While net sales rose 25 percent to $38 billion, profitability fell 77 percent driven by major investments in operating businesses.  Investors were not necessarily pleased with the latter news, driving Amazon stock down 2.3 percent on the news. FBA sized 300x145 Our Supply Chain Matters View of Amazons Q2 2017 Financial Performance

In the context of recent retail industry financial performance, a double-digit increase in revenue and nearly $200 million in profitability would be a basis of celebration.  But, this is Amazon, which as we all know all too well by now, marches to its own cadence of financial management.  For Amazon, bold and aggressive investments that can drive business growth can often overshadow Wall Street’s expectations for high levels of near-term profitability. Company management solidified that expectation with guidance for Q3 indicating a potential $1-2 billion increase in sales with operating income ranging from negative $400 to positive $300 million.
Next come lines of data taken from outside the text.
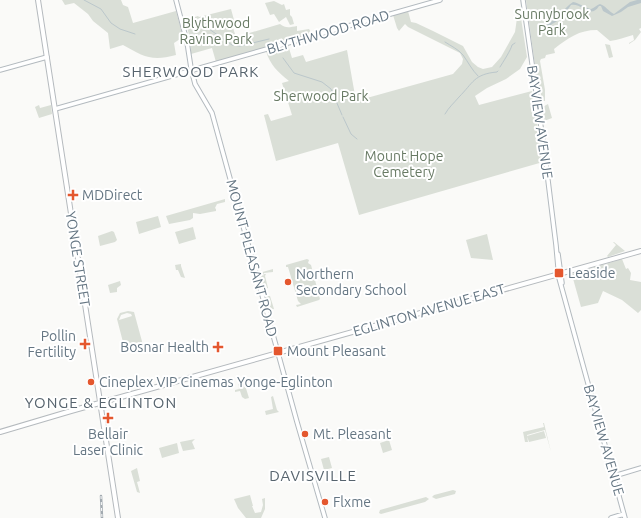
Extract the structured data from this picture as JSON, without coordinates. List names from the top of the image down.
{
  "streets": {
    "main road": [
      "BLYTHWOOD ROAD",
      "BAYVIEW AVENUE",
      "MOUNT PLEASANT ROAD",
      "YONGE STREET",
      "EGLINTON AVENUE EAST"
    ]
  },
  "crossings": [
    ["BLYTHWOOD ROAD", "MOUNT PLEASANT ROAD"],
    ["BLYTHWOOD ROAD", "YONGE STREET"],
    ["BAYVIEW AVENUE", "EGLINTON AVENUE EAST"],
    ["MOUNT PLEASANT ROAD", "EGLINTON AVENUE EAST"],
    ["YONGE STREET", "EGLINTON AVENUE EAST"]
  ],
  "districts": ["SHERWOOD PARK", "YONGE & EGLINTON", "DAVISVILLE"],
  "parks": [
    "Sunnybrook Park",
    "Blythwood Ravine Park",
    "Sherwood Park",
    "Mount Hope Cemetery"
  ],
  "places": {
    "health": [
      "MDDirect",
      "Pollin Fertility",
      "Bosnar Health",
      "Bellair Laser Clinic"
    ],
    "transit": ["Leaside", "Mount Pleasant"],
    "other": [
      "Northern Secondary School",
      "Cineplex VIP Cinemas Yonge-Eglinton",
      "Mt. Pleasant",
      "Flxme"
    ]
  }
}
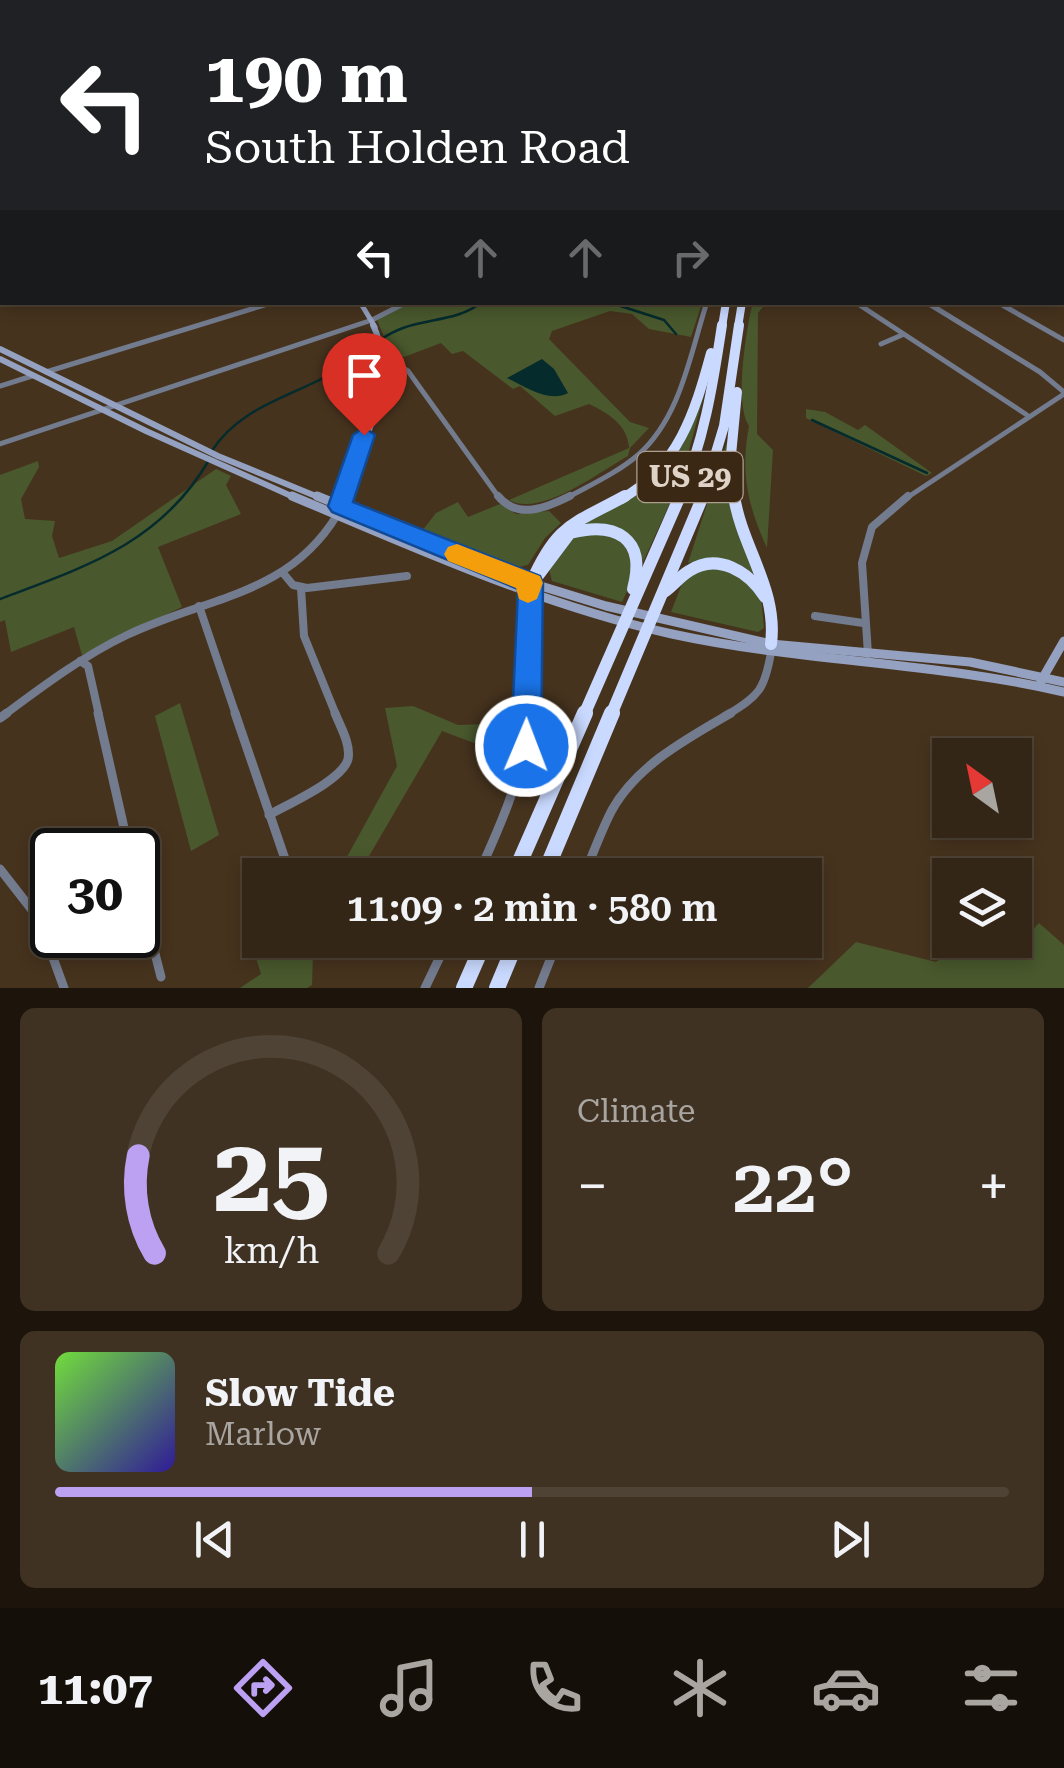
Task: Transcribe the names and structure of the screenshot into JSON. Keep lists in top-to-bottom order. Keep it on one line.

As business media points out, while many retailers today are in crisis mode attempting to deal with declining foot traffic and negative margins, Amazon has been a compelling driver of permanent shifts in consumer buying activity, in favor of the Amazon fulfillment model.

Let’s touch upon some insights from the latest June-ending quarter:

Amazon CFO Brian Olsavsky indicated that customer fulfillment growth continued at a 40 percent growth run-rate during the recent growth. Amazon Prime membership increased to 53 percent year-over-year in Q2, and that program provides funding for Free Shipping offerings afforded to Prime members.

The Wall Street Journal noted that Q2 shipping costs during Q2 rose 36 percent year-over-year to $4.52 billion.  Think about the magnitude of that number, or on the number of $18 billion in annual logistics and transportation costs.  During the quarter, the online retailer launched its 25th leased air cargo plane, now representing the equivalent of a full-blown global operating air freight company. By the end of this year, Amazon’s physical fulfillment centers will total in the mid to high 30 range. The online retailer just launched a new hiring campaign across the U.S. with the goal of filling upwards of 50,000 fulfillment center openings to again meet expected volume growth for the holiday fulfillment quarter later this year.

This is why we declared months ago that Amazon to be a logistics and transportation services provider in addition to an online retailer. We continue to reinforce that insight because it is important for readers to comprehend and understand Amazon’s broader strategies related to online and physical.  The B2C consumer goods, retail and third-party logistics industries are quickly understanding the magnitude of Amazon as a disruptive force, not only for retail, but for contracted customer fulfillment and logistics. And, we must add Wal-Mart as a consideration as-well, since that retailer is instituting aggressive plans to compete with Amazon for online market-share.

Another open-question is how long can Amazon keep-up with this pace of growth without a major operational hiccup.  Thus far, an open checkbook, fueled by the revenue and margin growth of other Amazon businesses such as AWS, have been the cushion to insure adequate physical fulfillment capacity and capability.

There are some tough decisions to be made, and at the end of this year’s holiday fulfilment period, more industry casualties and subsequent implications will once again be evident. But time is not a luxury for many, and disruption is indeed the call-to-action.